Acesso à saúde ainda é entrave em direitos da população LGBTQIAP+

Por Bernardo Rahe

Apesar de todas as vitórias e marcos celebrados no recém passado Mês do Orgulho, que abriga o Dia Internacional do Orgulho LGBTQIAP+ e reforça as principais pautas do movimento – como o combate à “LGBTQIAP+fobia” e a luta por políticas efetivas de diversidade e inclusão – há um tema latente, ainda pouco discutido em toda sua amplitude, que exige atenção urgente dos setores públicos e privados, em todos os meses do ano: o acesso à saúde da população LGBTQIAP+.

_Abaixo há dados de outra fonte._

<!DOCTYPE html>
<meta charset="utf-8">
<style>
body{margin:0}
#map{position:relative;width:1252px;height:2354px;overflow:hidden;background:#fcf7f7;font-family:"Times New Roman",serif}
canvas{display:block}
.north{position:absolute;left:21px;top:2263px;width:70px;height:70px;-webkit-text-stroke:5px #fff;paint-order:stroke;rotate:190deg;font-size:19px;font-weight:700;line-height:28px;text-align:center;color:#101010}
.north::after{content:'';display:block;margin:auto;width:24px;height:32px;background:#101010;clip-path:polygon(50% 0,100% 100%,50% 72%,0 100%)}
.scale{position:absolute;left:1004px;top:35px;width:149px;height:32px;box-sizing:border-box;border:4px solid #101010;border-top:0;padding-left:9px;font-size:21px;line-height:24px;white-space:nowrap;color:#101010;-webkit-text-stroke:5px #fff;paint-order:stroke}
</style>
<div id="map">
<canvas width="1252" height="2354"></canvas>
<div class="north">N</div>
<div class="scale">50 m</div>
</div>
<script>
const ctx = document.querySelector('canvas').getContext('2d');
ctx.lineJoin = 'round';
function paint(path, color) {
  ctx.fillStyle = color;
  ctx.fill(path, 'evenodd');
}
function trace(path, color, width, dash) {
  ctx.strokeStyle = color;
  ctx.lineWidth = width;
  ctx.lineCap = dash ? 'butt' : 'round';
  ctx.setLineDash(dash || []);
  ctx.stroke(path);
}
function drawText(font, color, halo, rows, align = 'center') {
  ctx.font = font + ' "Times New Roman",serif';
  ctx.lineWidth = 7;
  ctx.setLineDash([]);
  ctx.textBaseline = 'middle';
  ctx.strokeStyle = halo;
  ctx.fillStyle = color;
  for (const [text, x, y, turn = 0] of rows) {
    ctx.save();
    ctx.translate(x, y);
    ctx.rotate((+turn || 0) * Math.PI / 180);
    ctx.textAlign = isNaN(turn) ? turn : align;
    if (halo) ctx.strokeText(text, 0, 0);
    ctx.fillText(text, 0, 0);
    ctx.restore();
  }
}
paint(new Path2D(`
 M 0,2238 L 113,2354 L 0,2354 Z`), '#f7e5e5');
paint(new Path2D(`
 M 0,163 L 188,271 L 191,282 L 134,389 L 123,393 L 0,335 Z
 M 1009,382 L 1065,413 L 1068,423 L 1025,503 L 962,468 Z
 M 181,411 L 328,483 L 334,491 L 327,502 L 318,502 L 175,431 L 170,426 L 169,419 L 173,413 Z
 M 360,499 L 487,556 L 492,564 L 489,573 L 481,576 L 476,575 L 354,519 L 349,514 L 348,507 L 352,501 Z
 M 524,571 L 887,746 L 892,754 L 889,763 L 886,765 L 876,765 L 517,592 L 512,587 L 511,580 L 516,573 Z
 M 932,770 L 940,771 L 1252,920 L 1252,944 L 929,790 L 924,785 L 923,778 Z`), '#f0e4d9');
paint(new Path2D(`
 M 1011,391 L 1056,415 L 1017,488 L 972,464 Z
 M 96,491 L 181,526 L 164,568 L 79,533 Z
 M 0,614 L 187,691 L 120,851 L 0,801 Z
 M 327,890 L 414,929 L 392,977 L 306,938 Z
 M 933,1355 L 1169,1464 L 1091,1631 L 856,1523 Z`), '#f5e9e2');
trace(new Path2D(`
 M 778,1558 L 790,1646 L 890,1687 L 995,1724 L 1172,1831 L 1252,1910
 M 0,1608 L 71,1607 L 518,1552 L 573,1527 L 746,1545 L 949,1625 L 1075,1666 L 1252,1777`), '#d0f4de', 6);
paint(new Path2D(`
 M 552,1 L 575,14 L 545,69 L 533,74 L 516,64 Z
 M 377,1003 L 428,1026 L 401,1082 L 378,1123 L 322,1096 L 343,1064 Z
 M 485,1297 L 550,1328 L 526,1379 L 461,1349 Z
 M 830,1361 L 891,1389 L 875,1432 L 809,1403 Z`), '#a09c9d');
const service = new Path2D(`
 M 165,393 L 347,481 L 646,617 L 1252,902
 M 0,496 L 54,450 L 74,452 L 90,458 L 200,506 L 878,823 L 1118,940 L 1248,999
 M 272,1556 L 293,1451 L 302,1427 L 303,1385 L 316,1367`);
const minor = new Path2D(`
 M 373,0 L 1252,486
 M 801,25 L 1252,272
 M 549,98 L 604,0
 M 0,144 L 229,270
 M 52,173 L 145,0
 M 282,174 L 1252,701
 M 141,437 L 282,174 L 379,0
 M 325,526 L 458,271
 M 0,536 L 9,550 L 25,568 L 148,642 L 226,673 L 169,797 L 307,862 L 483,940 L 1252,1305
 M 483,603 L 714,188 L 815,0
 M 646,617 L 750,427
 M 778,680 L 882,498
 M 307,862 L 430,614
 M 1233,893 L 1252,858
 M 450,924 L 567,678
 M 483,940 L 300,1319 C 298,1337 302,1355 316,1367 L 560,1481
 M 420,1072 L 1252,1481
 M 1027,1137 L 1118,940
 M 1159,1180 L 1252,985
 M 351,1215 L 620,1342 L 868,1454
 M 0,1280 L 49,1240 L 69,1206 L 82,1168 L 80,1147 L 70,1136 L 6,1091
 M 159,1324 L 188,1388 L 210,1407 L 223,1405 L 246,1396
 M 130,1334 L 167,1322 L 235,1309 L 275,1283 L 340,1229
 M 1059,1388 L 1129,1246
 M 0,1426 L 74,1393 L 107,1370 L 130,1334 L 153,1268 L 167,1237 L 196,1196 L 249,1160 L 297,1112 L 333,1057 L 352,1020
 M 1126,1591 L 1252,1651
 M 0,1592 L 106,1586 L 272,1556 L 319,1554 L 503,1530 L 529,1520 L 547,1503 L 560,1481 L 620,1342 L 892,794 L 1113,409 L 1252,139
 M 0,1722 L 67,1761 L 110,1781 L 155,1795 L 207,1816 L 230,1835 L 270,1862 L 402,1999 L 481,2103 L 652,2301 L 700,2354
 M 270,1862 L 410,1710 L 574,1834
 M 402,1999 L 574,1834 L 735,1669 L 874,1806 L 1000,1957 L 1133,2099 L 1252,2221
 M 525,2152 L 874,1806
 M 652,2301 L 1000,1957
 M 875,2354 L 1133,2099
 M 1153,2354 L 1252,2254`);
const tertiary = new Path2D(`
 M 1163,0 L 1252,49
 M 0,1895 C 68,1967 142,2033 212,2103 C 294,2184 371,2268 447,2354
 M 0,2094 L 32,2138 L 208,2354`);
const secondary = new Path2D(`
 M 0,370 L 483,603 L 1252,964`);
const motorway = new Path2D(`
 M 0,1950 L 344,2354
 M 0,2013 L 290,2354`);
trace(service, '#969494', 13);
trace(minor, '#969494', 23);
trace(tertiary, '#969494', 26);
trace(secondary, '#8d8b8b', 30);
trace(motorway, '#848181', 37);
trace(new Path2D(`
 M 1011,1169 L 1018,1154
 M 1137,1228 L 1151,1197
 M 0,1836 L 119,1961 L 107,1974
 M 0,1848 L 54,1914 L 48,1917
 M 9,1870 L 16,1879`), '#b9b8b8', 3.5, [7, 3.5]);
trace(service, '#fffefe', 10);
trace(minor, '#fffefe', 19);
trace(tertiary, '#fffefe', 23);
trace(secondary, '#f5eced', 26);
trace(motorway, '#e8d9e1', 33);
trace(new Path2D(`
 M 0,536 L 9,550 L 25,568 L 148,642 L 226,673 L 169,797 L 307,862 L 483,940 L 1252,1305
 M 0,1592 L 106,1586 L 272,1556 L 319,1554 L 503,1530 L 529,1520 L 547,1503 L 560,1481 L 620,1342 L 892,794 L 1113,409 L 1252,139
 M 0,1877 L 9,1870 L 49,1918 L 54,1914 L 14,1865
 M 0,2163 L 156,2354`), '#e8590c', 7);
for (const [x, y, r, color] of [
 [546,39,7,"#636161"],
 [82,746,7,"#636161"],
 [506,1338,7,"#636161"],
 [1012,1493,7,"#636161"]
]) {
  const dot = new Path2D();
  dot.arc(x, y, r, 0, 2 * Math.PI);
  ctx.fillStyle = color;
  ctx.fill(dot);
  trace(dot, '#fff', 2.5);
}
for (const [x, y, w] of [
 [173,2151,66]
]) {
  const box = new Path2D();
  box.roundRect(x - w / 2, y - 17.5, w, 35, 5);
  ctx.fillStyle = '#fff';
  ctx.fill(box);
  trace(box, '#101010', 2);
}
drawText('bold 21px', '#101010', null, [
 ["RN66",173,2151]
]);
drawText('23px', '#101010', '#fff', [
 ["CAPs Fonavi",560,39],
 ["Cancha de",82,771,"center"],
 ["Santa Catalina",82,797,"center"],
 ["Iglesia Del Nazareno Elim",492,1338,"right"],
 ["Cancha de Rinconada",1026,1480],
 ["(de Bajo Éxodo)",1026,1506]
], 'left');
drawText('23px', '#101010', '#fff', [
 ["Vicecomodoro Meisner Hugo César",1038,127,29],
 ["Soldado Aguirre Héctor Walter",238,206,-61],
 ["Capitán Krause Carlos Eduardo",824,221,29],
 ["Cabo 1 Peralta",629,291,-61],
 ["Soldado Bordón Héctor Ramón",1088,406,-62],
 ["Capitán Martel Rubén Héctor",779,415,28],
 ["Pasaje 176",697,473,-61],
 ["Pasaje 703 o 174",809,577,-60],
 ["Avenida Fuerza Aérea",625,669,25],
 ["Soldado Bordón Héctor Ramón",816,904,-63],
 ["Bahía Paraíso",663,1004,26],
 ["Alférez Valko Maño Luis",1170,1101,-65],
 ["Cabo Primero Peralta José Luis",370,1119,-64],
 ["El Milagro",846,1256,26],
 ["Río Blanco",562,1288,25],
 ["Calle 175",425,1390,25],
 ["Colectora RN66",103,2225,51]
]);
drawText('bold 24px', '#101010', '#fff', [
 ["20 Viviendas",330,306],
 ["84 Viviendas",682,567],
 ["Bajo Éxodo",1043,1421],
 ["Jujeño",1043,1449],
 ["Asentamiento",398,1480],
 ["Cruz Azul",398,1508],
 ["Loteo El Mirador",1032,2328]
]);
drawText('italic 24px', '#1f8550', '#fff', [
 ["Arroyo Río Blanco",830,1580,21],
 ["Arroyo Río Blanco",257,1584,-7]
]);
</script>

Pensar que o acesso à saúde é um direito garantido por lei desde a Constituição Federal de 1988 pode trazer a falsa sensação de que todos os indivíduos recebem atendimento de forma igualitária e humanizada nos serviços de saúde. Embora a comunidade LGBTQIAP+ seja responsável pela reivindicação por políticas que atendam as especificidades das identidades de gênero e orientações sexuais não hegemônicas há décadas e tenha conquistado a Política Nacional de Saúde Integral de Lésbicas, Gays, Bissexuais, Travestis e Transexuais (LGBT), em 2011, estudos apontam que membros da comunidade ainda experienciam situações discriminatórias e preconceituosas ao buscarem por cuidados com a saúde.

Esse problema estrutural, pode se manifestar por meio da falta de acesso a determinados especialistas, da dificuldade e/ou negação à realização de procedimentos relacionados à transição de gênero e da recusa do uso do nome social, por exemplo. Nesse cenário, o preconceito pode ser um fator desencadeador e agravante de um processo social e mental característico na comunidade LGBTQIAP+: o estresse de minoria, uma teoria fundada na ideia de que minorias sociais lidam com estressores específicos, e que eles podem atuar como fatores de risco da saúde física e mental desses grupos de pessoas.

Na comunidade LGBTQIAP+, o estresse de minoria pode estar relacionado a uma série de ações prejudiciais para o acesso à saúde, como a negligência aos cuidados de saúde, o uso de substâncias como álcool e tabaco, o desenvolvimento de quadros de depressão e ansiedade, ideação suicida, entre outros. Isso desconsiderando outras doenças não relacionadas ao estresse de minoria sobre as quais os membros deste grupo são mais suscetíveis, como obesidade, doenças cardiovasculares e câncer de mama.

De acordo com o Observatório de Mortes e Violências contra LBGTI+ no Brasil, foram registradas 273 mortes de pessoas LGBTQIAP+ de forma violenta no país, em 2022: 228 vítimas de assassinatos; 30, de suicídios; e 15 por outras causas. As perguntas que ficam são: quantas dessas mortes poderiam ser evitadas e quantas não foram sequer rastreadas por consequência da falta de acesso à saúde?

A falta de informação e de mensuração desse problema é um grande empecilho na inserção desse debate na agenda política. Por isso, é urgente que ampliemos as discussões sobre este tema, removendo estigmas sobre a realidade da comunidade LGBTQIAP+ na formação acadêmica e na prática clínica e fomentando a formulação, atualização e efetivação de políticas públicas de saúde voltadas para o grupo, considerando suas necessidades especificidades.

Como costumo dizer aos meus alunos: “quando vestimos o jaleco, precisamos nos despir de nossos preconceitos”. Somente assim conseguiremos reestruturar os serviços de saúde e a transformar a realidade desse público que ainda enfrenta tantos entraves na obtenção desse direito básico que é o cuidado à saúde.


* Bernardo Rahe é psiquiatra clínico com atuação nas áreas de Saúde Mental da População LGBTQIAP+ e Dependências Química e Não-Química; médico certificado pela Associação Mundial de Saúde Trans; membro da ABP, AGLP e WPATH.